• [Your task]: Go through the records and filter out every line lacking the word "Premium"; copy the lines that remain.

=====

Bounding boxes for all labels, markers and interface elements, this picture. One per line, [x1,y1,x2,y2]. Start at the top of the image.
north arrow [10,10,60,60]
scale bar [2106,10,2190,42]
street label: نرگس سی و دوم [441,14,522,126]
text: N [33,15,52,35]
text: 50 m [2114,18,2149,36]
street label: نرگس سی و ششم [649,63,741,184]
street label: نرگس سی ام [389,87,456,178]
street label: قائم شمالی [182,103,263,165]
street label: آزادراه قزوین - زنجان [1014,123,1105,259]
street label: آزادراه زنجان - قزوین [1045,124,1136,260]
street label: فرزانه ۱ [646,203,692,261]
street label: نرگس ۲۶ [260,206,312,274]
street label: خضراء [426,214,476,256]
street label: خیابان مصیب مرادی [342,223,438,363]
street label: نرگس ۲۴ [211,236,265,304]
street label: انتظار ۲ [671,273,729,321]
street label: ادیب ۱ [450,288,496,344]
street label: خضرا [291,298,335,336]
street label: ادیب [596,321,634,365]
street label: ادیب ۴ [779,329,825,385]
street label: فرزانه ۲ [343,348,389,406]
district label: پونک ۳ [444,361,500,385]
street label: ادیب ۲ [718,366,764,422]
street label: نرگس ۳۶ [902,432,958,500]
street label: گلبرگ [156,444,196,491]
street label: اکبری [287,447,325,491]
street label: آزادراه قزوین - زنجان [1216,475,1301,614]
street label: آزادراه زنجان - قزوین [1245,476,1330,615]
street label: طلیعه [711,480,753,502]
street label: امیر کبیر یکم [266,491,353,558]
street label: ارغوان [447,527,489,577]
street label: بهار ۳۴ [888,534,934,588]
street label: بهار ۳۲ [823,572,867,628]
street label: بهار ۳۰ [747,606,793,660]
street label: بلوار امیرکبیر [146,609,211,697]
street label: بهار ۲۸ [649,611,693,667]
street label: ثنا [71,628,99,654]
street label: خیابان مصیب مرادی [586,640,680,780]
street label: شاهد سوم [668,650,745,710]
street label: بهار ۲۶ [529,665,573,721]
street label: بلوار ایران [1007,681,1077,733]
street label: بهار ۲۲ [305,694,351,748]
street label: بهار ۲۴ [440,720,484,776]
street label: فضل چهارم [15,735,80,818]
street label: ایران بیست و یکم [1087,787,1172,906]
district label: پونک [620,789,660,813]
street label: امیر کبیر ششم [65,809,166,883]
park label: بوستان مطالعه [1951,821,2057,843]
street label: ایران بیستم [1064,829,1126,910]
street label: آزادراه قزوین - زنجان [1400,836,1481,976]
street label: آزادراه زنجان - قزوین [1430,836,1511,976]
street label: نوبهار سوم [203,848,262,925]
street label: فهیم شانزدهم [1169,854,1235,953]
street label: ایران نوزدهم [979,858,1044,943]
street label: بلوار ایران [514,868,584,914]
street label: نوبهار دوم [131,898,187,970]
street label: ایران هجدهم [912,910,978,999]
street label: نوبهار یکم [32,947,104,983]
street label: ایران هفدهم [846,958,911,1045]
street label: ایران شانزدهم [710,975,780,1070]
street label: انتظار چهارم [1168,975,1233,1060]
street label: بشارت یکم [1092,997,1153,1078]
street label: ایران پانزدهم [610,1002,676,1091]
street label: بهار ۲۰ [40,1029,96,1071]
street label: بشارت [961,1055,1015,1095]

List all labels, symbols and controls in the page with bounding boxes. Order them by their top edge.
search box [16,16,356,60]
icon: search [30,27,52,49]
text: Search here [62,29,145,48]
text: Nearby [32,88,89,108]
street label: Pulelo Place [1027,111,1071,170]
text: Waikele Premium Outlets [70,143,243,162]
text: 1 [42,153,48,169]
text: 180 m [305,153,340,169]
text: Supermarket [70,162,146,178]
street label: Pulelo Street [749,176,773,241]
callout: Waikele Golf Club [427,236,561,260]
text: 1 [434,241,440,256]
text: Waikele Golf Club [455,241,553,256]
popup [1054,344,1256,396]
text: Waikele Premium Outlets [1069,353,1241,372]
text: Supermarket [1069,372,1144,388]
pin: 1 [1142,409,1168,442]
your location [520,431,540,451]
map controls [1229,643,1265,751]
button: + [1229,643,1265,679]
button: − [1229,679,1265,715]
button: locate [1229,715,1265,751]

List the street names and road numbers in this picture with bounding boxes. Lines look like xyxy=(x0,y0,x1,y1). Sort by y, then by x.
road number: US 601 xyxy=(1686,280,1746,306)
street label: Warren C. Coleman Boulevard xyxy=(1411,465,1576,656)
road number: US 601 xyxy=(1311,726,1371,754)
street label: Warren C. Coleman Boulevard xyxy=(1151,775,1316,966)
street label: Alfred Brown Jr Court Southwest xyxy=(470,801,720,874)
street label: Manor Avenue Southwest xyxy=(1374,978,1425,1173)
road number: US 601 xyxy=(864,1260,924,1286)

=====

• [Solution to the problem]:
text: Waikele Premium Outlets [70,143,243,162]
text: Waikele Premium Outlets [1069,353,1241,372]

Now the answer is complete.